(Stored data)
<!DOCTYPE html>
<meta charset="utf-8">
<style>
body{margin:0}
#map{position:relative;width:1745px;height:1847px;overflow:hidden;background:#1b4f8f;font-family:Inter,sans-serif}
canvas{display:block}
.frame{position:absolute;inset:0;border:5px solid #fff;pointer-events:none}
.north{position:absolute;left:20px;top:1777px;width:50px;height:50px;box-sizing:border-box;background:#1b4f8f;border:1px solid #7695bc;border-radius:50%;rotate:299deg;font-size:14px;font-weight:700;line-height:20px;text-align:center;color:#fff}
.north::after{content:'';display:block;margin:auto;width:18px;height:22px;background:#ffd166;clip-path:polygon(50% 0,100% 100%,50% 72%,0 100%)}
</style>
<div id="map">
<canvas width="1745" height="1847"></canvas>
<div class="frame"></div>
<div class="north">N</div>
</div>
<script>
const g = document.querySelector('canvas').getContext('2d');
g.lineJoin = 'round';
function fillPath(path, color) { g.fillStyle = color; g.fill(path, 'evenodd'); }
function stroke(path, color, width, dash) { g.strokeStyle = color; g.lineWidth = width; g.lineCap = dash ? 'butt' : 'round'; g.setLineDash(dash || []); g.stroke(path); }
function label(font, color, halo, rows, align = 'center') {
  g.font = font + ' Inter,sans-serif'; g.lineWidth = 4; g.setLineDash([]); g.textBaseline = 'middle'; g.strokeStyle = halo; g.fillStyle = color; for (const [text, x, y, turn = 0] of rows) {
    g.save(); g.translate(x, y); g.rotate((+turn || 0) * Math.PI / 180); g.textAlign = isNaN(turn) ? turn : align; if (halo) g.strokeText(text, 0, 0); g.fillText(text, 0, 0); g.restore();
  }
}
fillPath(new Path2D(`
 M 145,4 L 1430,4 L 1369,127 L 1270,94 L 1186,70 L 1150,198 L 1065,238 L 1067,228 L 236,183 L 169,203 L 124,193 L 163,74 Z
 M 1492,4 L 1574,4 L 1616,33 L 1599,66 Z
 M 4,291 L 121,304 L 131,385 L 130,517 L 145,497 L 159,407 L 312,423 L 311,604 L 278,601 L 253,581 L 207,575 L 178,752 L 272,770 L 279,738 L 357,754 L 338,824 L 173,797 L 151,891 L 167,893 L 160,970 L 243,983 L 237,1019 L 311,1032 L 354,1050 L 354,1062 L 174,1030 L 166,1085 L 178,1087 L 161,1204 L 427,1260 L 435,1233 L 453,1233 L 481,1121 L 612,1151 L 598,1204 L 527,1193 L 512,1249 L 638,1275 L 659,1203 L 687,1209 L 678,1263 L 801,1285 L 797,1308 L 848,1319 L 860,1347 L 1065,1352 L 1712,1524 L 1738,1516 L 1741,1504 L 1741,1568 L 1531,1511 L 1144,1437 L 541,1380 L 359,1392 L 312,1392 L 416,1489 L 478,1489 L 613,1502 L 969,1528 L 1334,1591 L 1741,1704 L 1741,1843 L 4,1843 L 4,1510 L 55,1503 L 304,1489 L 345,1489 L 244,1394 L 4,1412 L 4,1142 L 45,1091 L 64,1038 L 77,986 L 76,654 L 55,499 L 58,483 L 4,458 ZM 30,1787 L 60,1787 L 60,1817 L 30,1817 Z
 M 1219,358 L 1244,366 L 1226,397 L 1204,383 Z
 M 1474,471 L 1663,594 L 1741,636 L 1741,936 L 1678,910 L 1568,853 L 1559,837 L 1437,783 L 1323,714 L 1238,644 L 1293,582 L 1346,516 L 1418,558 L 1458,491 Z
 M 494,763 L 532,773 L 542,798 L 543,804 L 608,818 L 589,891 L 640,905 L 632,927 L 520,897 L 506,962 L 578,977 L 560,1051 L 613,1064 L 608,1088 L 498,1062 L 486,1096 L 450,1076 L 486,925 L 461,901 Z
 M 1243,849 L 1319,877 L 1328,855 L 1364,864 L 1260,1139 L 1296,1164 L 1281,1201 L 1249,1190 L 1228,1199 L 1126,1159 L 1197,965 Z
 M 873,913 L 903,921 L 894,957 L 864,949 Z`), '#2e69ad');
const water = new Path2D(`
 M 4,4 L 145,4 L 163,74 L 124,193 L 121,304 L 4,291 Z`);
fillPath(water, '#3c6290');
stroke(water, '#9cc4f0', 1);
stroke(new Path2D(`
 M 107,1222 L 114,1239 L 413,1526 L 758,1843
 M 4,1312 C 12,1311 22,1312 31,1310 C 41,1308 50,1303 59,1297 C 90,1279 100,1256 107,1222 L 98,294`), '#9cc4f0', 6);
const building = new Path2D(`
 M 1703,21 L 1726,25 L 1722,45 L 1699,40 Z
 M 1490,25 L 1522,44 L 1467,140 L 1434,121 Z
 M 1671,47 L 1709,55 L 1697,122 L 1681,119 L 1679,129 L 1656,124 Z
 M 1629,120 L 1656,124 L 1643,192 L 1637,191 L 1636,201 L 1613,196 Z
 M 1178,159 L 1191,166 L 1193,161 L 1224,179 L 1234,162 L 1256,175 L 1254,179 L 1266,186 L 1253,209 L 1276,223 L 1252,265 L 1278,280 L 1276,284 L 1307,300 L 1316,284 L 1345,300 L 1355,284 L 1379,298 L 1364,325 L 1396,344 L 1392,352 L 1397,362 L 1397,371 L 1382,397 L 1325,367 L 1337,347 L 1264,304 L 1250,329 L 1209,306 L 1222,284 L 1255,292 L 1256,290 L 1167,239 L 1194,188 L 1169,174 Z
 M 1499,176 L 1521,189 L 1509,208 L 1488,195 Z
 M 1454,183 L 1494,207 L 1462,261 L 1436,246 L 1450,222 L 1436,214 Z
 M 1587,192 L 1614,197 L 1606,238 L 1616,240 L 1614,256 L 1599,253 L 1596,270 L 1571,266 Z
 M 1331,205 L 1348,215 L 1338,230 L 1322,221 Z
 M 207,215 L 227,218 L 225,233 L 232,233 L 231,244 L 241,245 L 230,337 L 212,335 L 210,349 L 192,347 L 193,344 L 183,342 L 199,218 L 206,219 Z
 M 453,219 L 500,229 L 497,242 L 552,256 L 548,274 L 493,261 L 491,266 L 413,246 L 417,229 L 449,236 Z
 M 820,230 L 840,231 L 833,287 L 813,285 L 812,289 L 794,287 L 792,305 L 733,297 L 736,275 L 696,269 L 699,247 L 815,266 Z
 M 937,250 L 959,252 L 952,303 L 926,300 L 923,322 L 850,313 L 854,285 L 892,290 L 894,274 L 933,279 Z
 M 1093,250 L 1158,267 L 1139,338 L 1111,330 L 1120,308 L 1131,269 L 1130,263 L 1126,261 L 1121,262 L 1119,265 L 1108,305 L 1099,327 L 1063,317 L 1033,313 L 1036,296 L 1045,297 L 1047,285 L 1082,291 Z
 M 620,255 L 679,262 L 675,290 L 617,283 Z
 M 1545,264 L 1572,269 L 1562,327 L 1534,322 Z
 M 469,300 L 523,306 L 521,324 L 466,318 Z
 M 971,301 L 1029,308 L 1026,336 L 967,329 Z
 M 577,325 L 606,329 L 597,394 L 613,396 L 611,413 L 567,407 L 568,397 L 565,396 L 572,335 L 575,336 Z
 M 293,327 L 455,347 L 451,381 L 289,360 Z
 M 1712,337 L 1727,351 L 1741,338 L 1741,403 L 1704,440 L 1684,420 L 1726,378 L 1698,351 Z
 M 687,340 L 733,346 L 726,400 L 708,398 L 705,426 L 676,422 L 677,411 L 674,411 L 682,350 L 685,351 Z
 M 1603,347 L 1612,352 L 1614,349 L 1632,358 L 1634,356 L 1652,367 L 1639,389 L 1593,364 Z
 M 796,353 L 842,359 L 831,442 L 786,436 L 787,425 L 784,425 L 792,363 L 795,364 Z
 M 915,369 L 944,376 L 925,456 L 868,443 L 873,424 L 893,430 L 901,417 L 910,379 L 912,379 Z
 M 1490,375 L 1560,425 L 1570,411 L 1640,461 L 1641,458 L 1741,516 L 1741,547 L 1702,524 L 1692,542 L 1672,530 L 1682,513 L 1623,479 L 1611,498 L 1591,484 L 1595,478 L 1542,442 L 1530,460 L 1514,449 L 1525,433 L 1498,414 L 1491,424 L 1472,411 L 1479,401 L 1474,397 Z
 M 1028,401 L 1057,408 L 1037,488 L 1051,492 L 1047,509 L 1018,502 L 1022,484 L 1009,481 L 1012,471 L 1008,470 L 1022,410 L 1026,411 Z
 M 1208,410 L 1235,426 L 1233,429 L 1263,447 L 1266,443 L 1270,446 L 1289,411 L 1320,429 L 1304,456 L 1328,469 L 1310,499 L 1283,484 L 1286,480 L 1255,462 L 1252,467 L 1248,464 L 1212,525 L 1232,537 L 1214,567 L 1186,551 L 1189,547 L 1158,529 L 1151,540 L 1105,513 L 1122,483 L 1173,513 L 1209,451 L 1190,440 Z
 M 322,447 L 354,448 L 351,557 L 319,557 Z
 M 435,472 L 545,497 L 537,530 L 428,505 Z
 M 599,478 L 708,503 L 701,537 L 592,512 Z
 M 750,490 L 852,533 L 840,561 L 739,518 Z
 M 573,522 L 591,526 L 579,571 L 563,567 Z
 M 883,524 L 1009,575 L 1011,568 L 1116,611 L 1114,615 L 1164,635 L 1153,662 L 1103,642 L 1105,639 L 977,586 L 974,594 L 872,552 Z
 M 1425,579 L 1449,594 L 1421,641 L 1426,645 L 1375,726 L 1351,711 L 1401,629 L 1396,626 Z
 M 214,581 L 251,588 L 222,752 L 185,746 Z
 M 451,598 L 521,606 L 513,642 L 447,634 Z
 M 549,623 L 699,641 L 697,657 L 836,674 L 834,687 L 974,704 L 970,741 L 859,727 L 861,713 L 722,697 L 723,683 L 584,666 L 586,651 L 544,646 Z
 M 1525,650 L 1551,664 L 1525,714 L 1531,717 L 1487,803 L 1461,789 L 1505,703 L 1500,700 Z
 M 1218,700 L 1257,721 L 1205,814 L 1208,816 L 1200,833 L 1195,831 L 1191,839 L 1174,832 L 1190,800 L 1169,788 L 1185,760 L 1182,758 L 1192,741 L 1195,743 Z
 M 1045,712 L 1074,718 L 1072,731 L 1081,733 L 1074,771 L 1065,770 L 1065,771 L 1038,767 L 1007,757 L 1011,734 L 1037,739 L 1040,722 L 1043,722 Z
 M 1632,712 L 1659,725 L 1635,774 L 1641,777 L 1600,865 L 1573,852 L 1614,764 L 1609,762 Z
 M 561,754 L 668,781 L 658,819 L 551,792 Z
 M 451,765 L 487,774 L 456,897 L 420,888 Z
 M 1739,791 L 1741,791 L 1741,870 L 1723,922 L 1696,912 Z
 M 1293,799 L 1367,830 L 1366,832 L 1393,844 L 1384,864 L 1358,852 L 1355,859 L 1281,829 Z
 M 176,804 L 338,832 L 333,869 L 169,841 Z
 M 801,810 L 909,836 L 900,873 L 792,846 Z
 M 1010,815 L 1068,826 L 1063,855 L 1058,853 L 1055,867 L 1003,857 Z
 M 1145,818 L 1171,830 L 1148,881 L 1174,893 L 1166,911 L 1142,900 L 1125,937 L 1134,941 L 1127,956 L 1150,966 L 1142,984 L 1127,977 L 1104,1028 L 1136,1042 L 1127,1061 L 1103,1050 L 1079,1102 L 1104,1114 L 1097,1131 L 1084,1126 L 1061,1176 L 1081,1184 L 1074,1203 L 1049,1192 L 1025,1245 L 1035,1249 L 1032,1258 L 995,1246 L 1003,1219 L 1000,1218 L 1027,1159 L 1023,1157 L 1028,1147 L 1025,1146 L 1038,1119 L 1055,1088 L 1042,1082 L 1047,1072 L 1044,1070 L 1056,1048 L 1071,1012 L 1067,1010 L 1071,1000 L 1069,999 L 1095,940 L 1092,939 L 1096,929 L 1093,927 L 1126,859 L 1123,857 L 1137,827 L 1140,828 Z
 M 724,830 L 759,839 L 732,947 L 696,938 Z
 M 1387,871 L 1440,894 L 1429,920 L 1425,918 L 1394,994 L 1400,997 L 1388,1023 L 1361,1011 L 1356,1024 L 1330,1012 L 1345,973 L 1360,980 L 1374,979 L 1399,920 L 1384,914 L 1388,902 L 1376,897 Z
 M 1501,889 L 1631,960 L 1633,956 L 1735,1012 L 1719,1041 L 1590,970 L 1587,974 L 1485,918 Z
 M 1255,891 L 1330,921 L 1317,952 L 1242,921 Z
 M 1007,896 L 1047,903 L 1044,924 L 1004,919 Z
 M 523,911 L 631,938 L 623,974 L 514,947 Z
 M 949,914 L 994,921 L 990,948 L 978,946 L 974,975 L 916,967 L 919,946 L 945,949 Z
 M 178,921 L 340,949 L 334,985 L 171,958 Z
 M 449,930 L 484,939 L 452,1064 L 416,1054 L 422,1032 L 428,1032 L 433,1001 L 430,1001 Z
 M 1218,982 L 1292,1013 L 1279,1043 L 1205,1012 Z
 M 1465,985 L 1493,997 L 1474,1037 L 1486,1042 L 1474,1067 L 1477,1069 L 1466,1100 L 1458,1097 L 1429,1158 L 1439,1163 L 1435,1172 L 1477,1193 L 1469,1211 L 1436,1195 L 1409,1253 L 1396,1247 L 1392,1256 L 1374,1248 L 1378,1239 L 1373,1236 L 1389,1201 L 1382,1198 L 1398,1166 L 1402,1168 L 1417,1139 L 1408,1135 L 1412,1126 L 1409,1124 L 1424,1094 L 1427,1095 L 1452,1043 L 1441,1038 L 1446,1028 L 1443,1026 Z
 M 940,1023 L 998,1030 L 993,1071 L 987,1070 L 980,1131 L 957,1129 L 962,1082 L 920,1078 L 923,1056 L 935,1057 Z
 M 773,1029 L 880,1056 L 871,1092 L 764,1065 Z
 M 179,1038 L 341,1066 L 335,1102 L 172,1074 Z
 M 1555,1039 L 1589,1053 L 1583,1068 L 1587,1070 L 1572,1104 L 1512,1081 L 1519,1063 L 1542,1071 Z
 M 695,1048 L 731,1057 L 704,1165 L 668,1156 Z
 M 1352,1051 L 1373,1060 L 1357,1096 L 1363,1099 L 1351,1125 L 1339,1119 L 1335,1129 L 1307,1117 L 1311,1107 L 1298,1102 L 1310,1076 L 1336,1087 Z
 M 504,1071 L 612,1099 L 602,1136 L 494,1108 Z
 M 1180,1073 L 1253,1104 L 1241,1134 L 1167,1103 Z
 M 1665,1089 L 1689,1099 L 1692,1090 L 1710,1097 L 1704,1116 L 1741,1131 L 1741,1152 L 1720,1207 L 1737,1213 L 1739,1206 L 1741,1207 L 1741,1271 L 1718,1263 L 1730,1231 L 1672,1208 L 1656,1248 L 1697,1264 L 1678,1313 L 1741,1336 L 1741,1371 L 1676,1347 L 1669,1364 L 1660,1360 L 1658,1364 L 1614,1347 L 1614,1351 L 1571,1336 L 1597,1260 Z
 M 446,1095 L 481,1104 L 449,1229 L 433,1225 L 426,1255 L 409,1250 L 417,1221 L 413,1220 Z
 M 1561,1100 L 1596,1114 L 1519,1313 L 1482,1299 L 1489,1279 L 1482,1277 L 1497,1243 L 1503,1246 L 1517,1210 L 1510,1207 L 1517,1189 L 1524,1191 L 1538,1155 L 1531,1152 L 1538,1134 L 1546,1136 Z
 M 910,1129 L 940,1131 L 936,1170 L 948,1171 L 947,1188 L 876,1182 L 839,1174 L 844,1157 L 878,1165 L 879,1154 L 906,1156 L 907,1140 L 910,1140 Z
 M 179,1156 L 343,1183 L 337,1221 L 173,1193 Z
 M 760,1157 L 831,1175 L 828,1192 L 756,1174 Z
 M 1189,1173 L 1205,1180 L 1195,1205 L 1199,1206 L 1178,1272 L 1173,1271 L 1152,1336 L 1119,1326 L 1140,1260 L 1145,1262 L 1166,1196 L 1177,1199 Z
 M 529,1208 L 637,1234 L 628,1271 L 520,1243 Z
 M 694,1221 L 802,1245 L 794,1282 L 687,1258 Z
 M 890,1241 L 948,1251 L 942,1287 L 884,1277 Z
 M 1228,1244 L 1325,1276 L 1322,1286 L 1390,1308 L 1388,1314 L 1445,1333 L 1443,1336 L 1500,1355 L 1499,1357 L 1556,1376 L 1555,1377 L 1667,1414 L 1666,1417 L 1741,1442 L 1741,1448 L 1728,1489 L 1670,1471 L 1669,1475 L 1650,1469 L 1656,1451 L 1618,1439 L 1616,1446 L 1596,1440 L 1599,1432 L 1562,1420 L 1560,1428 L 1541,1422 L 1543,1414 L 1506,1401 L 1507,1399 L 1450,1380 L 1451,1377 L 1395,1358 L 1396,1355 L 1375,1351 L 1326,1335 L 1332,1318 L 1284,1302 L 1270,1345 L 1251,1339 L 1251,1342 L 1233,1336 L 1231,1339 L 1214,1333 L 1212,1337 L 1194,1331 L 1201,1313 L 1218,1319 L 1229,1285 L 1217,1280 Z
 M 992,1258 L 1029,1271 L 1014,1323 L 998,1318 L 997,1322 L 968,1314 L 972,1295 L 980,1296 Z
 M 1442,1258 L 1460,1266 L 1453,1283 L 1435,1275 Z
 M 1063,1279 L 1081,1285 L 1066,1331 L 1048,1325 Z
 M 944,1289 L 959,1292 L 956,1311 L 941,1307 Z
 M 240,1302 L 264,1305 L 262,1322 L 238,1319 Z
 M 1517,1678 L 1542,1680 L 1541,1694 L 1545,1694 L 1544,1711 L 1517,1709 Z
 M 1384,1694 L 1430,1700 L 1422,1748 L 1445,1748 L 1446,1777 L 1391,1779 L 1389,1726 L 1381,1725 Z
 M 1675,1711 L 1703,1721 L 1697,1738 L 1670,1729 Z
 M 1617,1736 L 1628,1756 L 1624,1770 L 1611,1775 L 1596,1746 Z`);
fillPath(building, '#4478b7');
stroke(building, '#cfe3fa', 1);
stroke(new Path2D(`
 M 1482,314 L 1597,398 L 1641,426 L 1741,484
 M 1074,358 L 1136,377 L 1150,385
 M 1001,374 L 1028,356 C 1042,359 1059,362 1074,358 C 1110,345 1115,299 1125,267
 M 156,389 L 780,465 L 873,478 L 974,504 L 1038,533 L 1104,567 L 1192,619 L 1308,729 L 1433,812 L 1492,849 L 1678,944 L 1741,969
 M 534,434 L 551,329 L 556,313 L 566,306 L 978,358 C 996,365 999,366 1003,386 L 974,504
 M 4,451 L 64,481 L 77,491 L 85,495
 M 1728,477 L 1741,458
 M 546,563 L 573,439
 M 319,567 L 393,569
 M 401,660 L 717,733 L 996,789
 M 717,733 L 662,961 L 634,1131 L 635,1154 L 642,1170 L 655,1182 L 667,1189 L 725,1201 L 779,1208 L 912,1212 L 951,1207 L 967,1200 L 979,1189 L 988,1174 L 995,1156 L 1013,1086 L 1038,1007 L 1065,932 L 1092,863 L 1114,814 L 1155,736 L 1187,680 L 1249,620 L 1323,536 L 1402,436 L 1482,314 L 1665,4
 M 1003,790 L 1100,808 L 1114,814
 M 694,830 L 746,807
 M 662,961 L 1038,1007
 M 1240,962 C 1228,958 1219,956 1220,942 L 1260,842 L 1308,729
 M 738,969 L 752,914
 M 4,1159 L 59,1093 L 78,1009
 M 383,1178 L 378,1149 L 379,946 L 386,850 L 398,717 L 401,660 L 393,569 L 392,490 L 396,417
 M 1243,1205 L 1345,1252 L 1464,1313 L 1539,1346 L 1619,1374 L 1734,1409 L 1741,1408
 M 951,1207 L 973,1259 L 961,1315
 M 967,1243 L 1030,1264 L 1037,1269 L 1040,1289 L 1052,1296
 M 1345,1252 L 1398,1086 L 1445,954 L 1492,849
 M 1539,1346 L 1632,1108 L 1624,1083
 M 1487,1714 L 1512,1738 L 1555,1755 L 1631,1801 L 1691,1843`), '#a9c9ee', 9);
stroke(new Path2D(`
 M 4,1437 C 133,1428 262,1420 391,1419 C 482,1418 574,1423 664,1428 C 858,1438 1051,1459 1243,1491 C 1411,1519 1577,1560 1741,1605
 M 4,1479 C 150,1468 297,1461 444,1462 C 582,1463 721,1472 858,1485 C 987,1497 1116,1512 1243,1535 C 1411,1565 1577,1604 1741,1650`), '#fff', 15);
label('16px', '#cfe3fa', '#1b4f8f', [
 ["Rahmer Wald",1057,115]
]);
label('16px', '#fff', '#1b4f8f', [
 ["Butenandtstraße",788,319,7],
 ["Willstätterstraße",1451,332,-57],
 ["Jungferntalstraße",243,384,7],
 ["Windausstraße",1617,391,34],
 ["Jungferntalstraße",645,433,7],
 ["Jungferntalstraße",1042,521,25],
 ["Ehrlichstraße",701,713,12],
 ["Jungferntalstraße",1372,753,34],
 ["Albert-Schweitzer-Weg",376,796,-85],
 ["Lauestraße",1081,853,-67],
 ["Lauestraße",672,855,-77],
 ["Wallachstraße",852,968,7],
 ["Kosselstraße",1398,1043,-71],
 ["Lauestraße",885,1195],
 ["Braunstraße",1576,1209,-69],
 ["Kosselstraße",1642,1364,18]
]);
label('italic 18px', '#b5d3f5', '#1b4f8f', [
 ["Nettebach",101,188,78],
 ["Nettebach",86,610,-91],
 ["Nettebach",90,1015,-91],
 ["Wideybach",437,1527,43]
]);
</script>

- **WHAT THE TASK REQUIRES**
Every line with "lineWidth" in it should be copied from the entries.

- **SOLUTION FOR THIS EXERCISE**
function stroke(path, color, width, dash) { g.strokeStyle = color; g.lineWidth = width; g.lineCap = dash ? 'butt' : 'round'; g.setLineDash(dash || []); g.stroke(path); }
  g.font = font + ' Inter,sans-serif'; g.lineWidth = 4; g.setLineDash([]); g.textBaseline = 'middle'; g.strokeStyle = halo; g.fillStyle = color; for (const [text, x, y, turn = 0] of rows) {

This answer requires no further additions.